Shipwrecks win extra protection


Australian Herald
June 27, 2005

ALMOST 200 shipwrecks in South Australian waters will be protected under new laws.

Environment and Conservation Minister John Hill said today only 44 shipwrecks were presently protected from being damaged, plundered or even destroyed.

He said that protection would now be extended to another 145.

The Government has moved to declare all wrecks as being of historic value, and therefore protected, once they become 75 years old.

Previously shipwrecks were assessed on a case by case basis to determine if they had historical significance.

Mr Hill said South Australia had a rich maritime history and a coastline that evoked stories of tragedy, hardship and disaster, with ships foundering on reefs and rocks or lashed by storms.
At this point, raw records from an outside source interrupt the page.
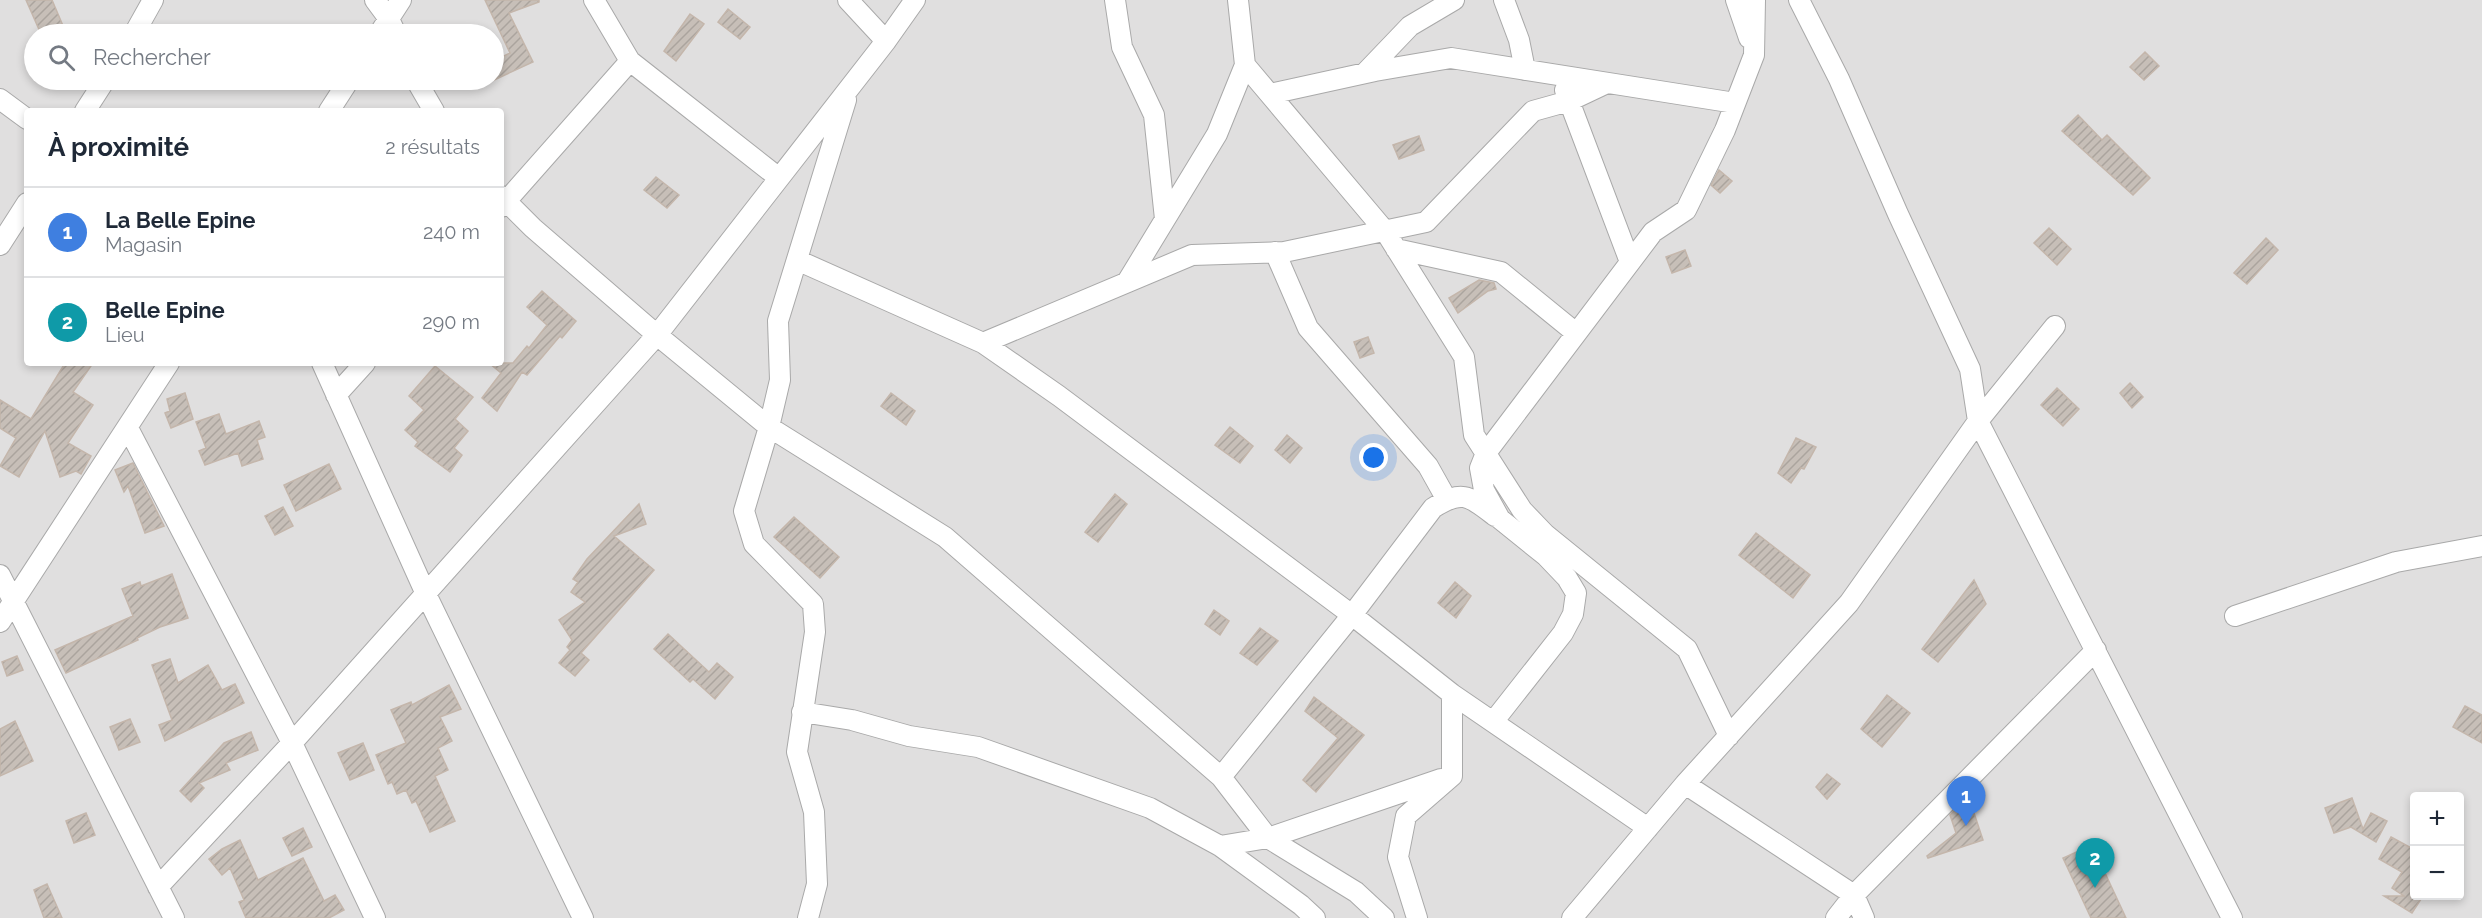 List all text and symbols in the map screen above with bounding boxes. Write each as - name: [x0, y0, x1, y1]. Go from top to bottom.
- search box: [24, 24, 504, 90]
- icon: search: [45, 41, 78, 74]
- text: Rechercher: [93, 44, 211, 70]
- text: À proximité: [48, 132, 189, 162]
- text: 2 résultats: [385, 135, 480, 159]
- text: La Belle Epine: [105, 207, 256, 233]
- text: 1: [63, 220, 72, 244]
- text: 240 m: [423, 220, 480, 244]
- text: Magasin: [105, 233, 182, 257]
- text: Belle Epine: [105, 297, 225, 323]
- text: 2: [62, 310, 73, 334]
- text: 290 m: [422, 310, 480, 334]
- text: Lieu: [105, 323, 145, 347]
- your location: [1359, 443, 1388, 472]
- pin: 1: [1946, 776, 1986, 826]
- map controls: [2410, 792, 2464, 900]
- button: +: [2410, 792, 2464, 846]
- pin: 2: [2076, 838, 2114, 888]
- button: −: [2410, 846, 2464, 900] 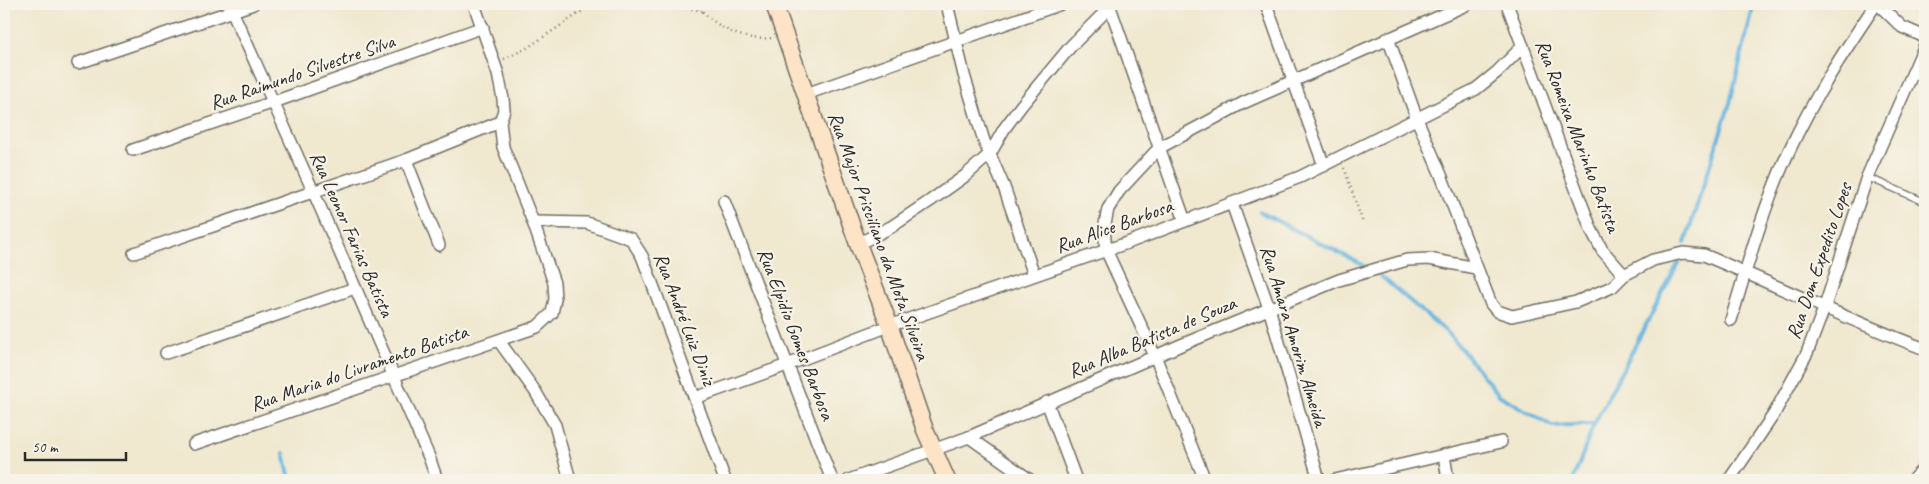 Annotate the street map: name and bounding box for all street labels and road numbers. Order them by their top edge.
street label: Rua Raimundo Silvestre Silva [206,28,400,115]
street label: Rua Romeixa Marinho Batista [1530,36,1627,237]
street label: Rua Major Prisciliano da Mota Silveira [822,109,936,365]
street label: Rua Leonor Farias Batista [304,147,400,322]
street label: Rua Dom Expedito Lopes [1781,178,1858,342]
street label: Rua Alice Barbosa [1052,193,1177,259]
street label: Rua Amara Amorim Almeida [1255,243,1334,431]
street label: Rua Elpidio Gomes Barbosa [752,245,841,425]
street label: Rua André Luiz Diniz [648,249,722,390]
street label: Rua Alba Batista de Souza [1064,290,1241,384]
street label: Rua Maria do Livramento Batista [247,319,472,417] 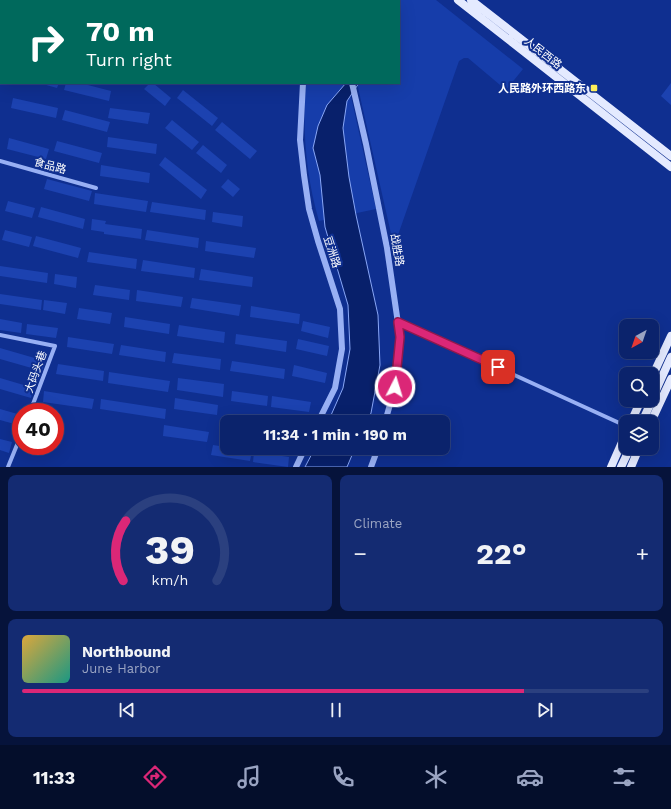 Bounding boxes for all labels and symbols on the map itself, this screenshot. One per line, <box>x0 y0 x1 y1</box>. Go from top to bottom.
street label: 人民西路 <box>522 34 564 72</box>
place label: 人民路外环西路东 <box>498 82 586 95</box>
marker: 人民路外环西路东 <box>589 83 599 93</box>
street label: 食品路 <box>32 155 68 177</box>
street label: 战胜路 <box>388 233 406 267</box>
street label: 豆洲路 <box>321 234 343 270</box>
north arrow <box>619 319 659 359</box>
street label: 大码头巷 <box>22 349 50 395</box>
pin <box>481 350 515 384</box>
position arrow <box>374 366 416 408</box>
speed limit sign: 40 <box>12 403 64 455</box> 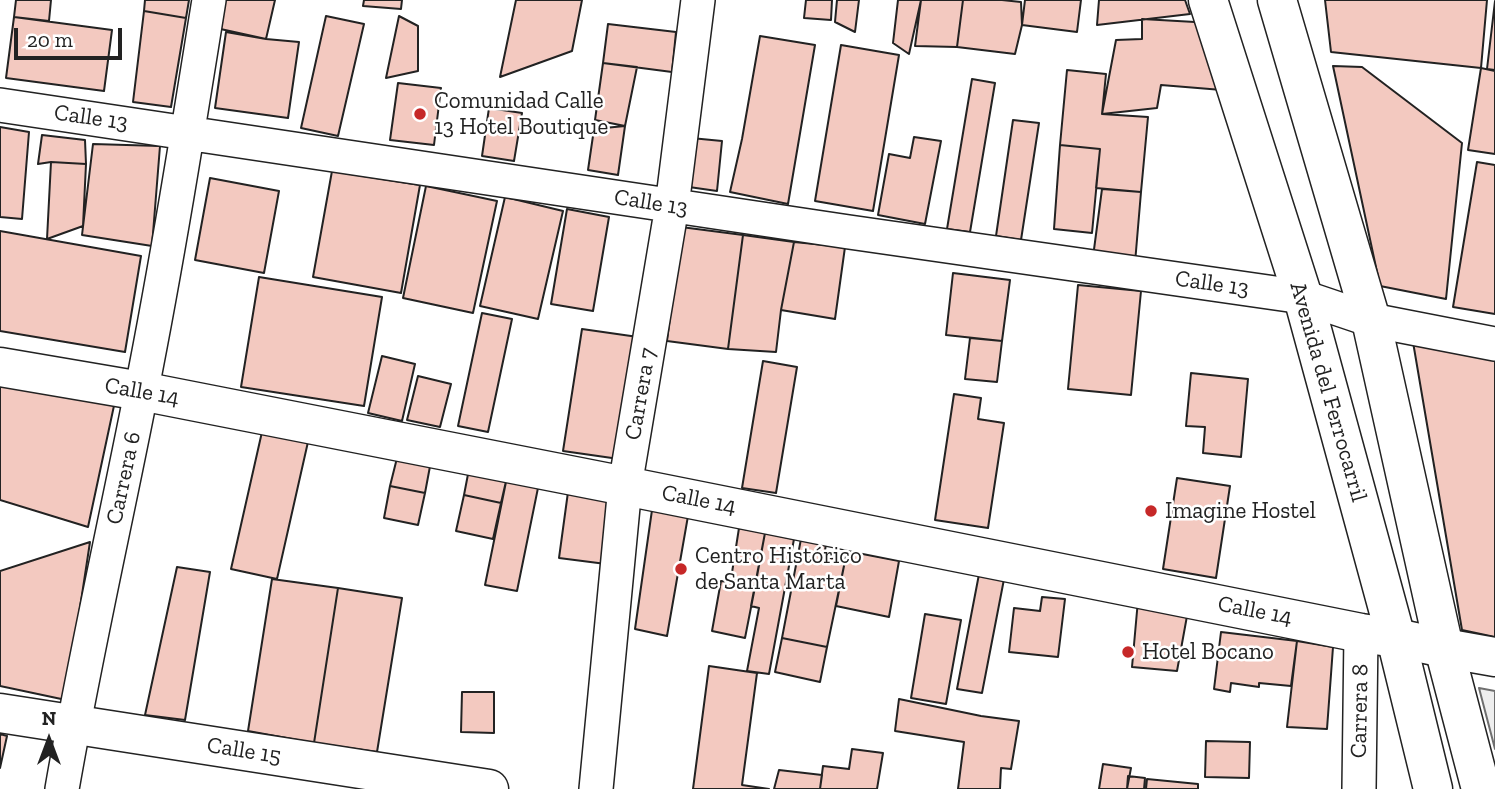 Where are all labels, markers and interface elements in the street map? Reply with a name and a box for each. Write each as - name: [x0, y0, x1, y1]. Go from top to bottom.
- scale bar: [18, 14, 126, 58]
- text: 20 m: [27, 27, 73, 52]
- place label: Comunidad Calle 13 Hotel Boutique: [434, 87, 608, 141]
- street label: Calle 13: [52, 99, 130, 137]
- marker: Comunidad Calle 13 Hotel Boutique: [412, 106, 428, 122]
- street label: Calle 13: [612, 184, 690, 222]
- street label: Calle 13: [1173, 265, 1251, 303]
- street label: Avenida del Ferrocarril: [1283, 279, 1373, 505]
- street label: Carrera 7: [619, 346, 663, 442]
- street label: Calle 14: [102, 372, 182, 412]
- street label: Carrera 6: [101, 429, 147, 527]
- street label: Calle 14: [659, 479, 739, 521]
- place label: Imagine Hostel: [1165, 497, 1316, 525]
- marker: Imagine Hostel: [1143, 503, 1159, 519]
- place label: Centro Histórico de Santa Marta: [695, 542, 862, 596]
- marker: Centro Histórico de Santa Marta: [673, 561, 689, 577]
- street label: Calle 14: [1215, 590, 1295, 632]
- place label: Hotel Bocano: [1142, 638, 1274, 666]
- marker: Hotel Bocano: [1120, 644, 1136, 660]
- street label: Carrera 8: [1345, 664, 1375, 758]
- north arrow: [14, 705, 84, 775]
- text: N: [42, 707, 56, 730]
- street label: Calle 15: [205, 732, 283, 770] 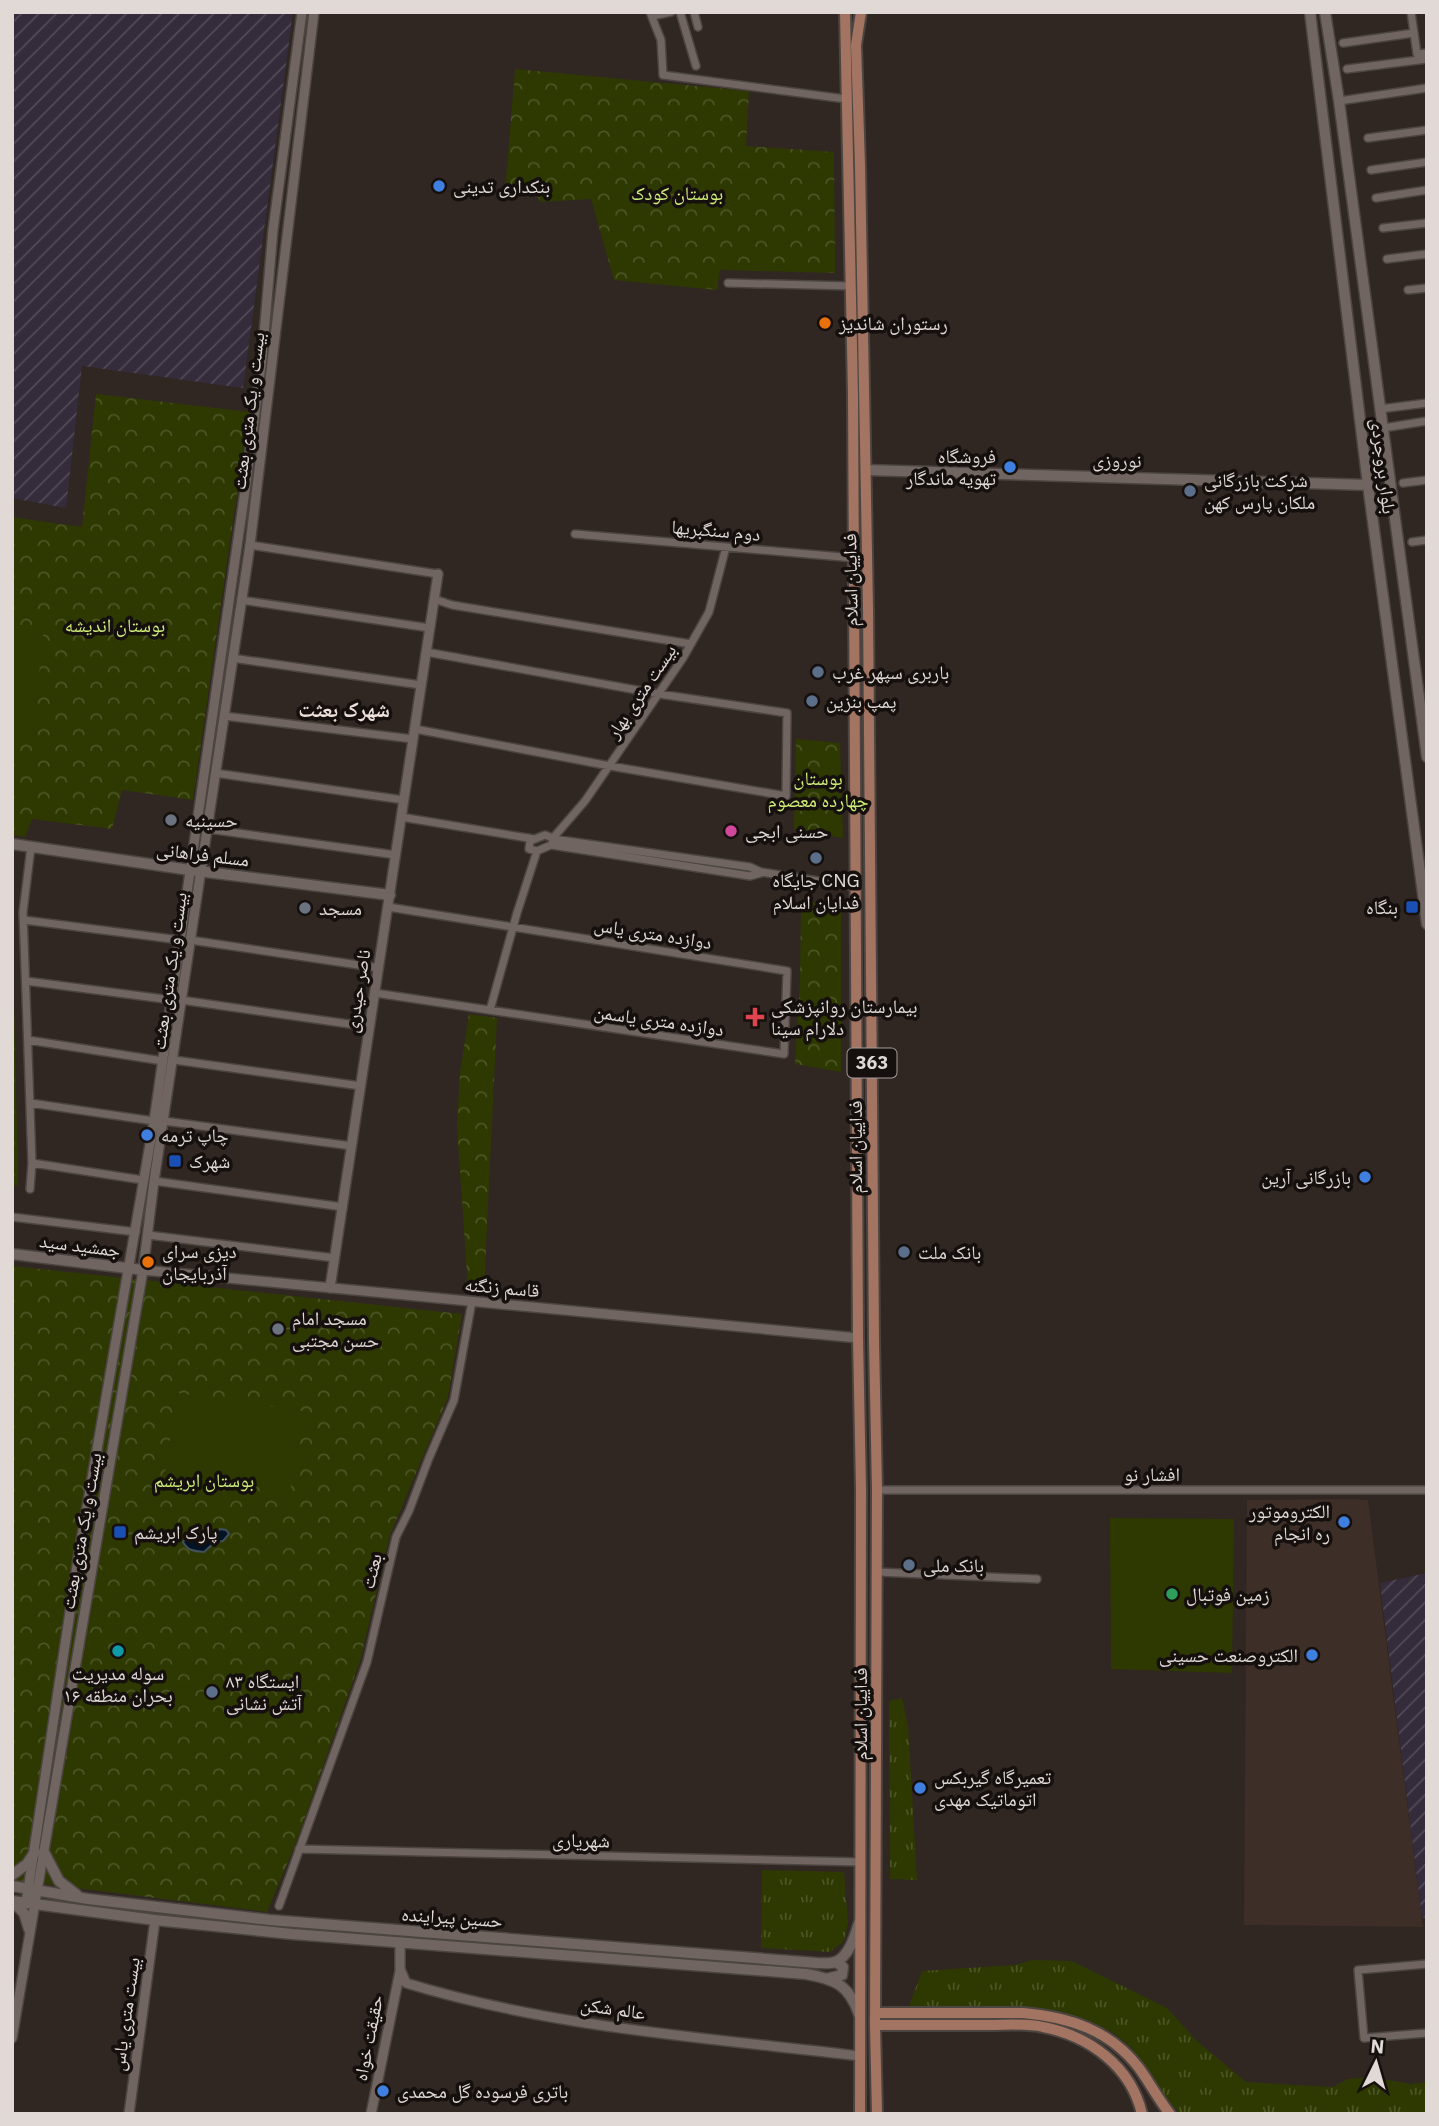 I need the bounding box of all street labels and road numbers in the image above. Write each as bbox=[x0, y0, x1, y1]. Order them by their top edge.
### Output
street label: بیست و یک متری بعثت bbox=[226, 331, 270, 491]
street label: بلوار بروجردی bbox=[1366, 417, 1402, 515]
street label: نوروزی bbox=[1092, 448, 1142, 472]
street label: دوم سنگبریها bbox=[670, 514, 762, 548]
street label: فداییان اسلام bbox=[837, 533, 865, 627]
street label: بیست متری بهار bbox=[600, 639, 681, 744]
street label: مسلم فراهانی bbox=[155, 836, 251, 873]
street label: بیست و یک متری بعثت bbox=[146, 891, 192, 1051]
street label: دوازده متری یاس bbox=[593, 912, 714, 954]
street label: ناصر حیدری bbox=[339, 948, 375, 1034]
street label: دوازده متری یاسمن bbox=[593, 999, 726, 1041]
road number: 363 bbox=[848, 1048, 896, 1078]
street label: فداییان اسلام bbox=[843, 1100, 869, 1194]
street label: جمشید سید bbox=[38, 1228, 122, 1262]
street label: قاسم زنگنه bbox=[463, 1272, 541, 1303]
street label: بیست و یک متری بعثت bbox=[55, 1451, 107, 1611]
street label: افشار نو bbox=[1124, 1462, 1180, 1486]
street label: بعثت bbox=[355, 1551, 387, 1591]
street label: فداییان اسلام bbox=[848, 1667, 874, 1761]
street label: شهریاری bbox=[552, 1827, 610, 1853]
street label: حسین پیراینده bbox=[401, 1901, 503, 1933]
street label: بیست متری یاس bbox=[105, 1956, 145, 2072]
street label: عالم شکن bbox=[579, 1992, 647, 2025]
street label: حقیقت خواه bbox=[348, 1993, 388, 2083]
"These ships were often bringing new settlers or important cargo and supplies to our fledgling colony," he said.
"These shipwrecks mark a very significant time in the development of our state.

"It is so important that we retain these wrecks in their watery graveyards and stop plunderers from stealing our history."

Among the wrecks to be protected under the changes are the Charles Carter, a wooden brig which sank on Troubridge Shoal in the Gulf St Vincent in 1854, and the Apollo, an iron barque, which sank near Whyalla, in the Spencer Gulf in 1889.